The right to protest is under threat from the British establishment, while they are determined to impose austerity on the people and ignore any corporate and financial sector crimes. People have been locked up for group meetings, taking photos, blocking bulldozers to save public green spaces, cycling, and now, swimming in the Thames.
Last Friday, protestor Trenton Oldfield was sentenced to six months in jail for interrupting a university boat race in April, despite only disrupting it for 25 minutes. Oldfield’s action aimed to highlight the destruction of public services, the growing inequalities in society and the establishment’s attacks on the right to protest. Oldfield was originally charged with a minor offense; however, it was increased once a Government MP called for a custodial sentence.
The British Law Commission has defined this as an “unacceptable law” to a “modern democracy” as it can be manipulated to attack the right to protest. And this is exactly what's happening.
With expectations of prison, prior to his sentencing Oldfield asserted,
Most nation states work very hard at creating and maintaining untrue myths about themselves. Great Britain has convinced many it is the home of democracy and the “gauge” for civilization. Anyone who lives here today or who has experienced even a moment of its attempts at colonization knows Britain, particularly England, is a brutal, deeply divided class-ridden place. Let there be no mistake, there has long been a deficit of democracy. Today it is at breaking point. It is time for a revolution.
Earlier this year, three campaigners from Save Leyton Marsh were sentenced to five days in prison. Their crime? Peacefully blocking digging machinery from entering a rare piece of marshland in East London to halt its destruction for an Olympic basketball training facility. The local group's actions - and the consequences - highlight how alternative sites were dismissed and their objections completely ignored.
One of those imprisoned, Simon Moore, said, "Peaceful protest is not dangerous, but fundamentally necessary for a democracy to function properly.” Dan Ashman, who was also imprisoned, reflected, “I was expecting to be incarcerated, for using my physical being to effect is illegal. On any land that is private, democracy doesn’t exist. In that way you could say only a small percentage of our country is actually a democracy.”
While taking photos of Leyton Marsh and the impact of the Olympics on East London, photojournalist Mike Wells was also arrested and imprisoned for eight days. Commenting since his incarceration about the state of Britain, he said,
Democracy’ is looking increasingly undemocratic. While ‘leaders’ prioritize the wishes of a tiny financial and economic elite, the needs of the majority are meet to a minimum, and then only as a concession to political expediency.
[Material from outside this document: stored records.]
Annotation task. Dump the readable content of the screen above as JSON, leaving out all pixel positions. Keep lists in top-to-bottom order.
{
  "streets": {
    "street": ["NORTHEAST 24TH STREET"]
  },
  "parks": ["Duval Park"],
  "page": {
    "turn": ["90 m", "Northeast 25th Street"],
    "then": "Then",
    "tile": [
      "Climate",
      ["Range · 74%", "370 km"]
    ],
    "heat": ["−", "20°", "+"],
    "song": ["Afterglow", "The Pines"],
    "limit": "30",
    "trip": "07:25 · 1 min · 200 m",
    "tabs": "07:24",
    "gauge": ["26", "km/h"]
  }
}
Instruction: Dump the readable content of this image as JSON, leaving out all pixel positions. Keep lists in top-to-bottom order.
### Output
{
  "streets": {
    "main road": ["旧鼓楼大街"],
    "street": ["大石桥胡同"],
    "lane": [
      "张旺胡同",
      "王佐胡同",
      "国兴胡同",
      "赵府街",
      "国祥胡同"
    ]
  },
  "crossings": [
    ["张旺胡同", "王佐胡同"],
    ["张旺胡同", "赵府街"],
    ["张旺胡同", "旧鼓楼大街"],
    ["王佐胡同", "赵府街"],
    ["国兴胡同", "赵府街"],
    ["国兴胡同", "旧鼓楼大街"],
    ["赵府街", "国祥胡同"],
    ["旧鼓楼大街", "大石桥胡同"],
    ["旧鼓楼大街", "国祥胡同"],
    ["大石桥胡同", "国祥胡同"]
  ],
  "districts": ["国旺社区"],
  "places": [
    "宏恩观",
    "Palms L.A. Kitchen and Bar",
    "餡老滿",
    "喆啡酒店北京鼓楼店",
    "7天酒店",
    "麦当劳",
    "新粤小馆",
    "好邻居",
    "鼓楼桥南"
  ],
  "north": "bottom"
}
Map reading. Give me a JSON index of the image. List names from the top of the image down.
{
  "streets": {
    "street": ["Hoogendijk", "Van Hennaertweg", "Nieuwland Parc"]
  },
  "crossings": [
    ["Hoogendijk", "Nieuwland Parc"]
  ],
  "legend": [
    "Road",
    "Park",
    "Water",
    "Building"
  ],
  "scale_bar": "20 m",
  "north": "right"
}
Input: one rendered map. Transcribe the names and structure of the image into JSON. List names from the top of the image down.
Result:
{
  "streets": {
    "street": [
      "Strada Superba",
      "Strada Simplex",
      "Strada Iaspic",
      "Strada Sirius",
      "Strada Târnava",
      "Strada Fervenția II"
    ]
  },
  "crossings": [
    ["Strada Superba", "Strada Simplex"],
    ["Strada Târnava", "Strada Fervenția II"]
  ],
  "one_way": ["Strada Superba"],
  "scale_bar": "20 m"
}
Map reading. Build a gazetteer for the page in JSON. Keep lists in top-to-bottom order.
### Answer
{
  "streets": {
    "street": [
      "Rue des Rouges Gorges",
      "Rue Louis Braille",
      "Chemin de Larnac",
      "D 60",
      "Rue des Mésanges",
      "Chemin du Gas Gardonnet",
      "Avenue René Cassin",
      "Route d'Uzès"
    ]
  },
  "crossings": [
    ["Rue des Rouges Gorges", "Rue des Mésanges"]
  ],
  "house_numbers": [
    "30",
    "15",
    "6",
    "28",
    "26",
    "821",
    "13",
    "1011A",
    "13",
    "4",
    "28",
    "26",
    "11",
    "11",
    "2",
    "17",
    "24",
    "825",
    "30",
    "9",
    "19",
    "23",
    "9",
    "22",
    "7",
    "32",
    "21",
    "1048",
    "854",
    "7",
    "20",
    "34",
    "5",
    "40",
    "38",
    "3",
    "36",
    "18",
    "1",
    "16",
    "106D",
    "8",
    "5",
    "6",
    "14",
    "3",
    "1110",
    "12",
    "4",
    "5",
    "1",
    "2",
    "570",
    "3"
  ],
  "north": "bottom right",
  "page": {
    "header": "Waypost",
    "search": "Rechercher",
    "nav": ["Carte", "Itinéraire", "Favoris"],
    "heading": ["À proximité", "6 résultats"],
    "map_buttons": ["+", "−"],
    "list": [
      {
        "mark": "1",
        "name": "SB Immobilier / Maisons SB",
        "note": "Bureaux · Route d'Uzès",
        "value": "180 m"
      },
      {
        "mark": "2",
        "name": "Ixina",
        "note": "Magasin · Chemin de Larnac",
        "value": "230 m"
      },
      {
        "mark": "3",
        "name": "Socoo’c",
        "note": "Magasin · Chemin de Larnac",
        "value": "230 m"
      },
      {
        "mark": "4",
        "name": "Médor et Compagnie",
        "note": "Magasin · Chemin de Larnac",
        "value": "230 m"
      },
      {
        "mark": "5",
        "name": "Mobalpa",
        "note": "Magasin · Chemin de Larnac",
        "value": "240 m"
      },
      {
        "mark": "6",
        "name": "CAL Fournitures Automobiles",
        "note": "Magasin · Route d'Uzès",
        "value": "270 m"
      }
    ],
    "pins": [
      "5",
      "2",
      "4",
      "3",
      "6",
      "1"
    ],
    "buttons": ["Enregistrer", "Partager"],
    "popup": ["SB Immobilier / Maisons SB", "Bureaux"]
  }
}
The incumbent elite know their position is untenable, unjustifiable, and precarious. But voters are generally left to select between a menu of politicians who serve almost identical ideologies, while those who complain and protest about such a status-quo are spied on and placed on a police list--the Domestic Extremist List. With the knowledge that their position is unjust," he added, "the elite are frightened of the masses and in particular of protest, and mass social movements.”
And then there were the bicyclists.
During the opening ceremony of the Olympics, 182 cyclists were arrested from the pro-cycling group Critical Mass. The event wasn't even a protest, but a monthly cycle ride that swarms around London, normally without police interference. (Except, of course, in New York.) The police applied a dubious public order to criminalize the bike ride and justify the arrests.
They used the same tactics against the Occupy protest on May 12, which was in solidarity with the anniversary of the Spanish Indignados movement. When Occupiers sat in a public meeting on the steps of the Royal Exchange, which is part of the Bank of England, the police defined the meeting as illegal.
In court, their motivation to act on behalf of the bankers became clear. Chief Inspector Hancock said, "Taking into account the example of other protest camps, there was going to be serious disruption to the life of the community, in particular the business community, and that area of London is an iconic economic symbol where a lot of people come to visit and I thought that the economic reputation of the City of London and of the U.K could be damaged."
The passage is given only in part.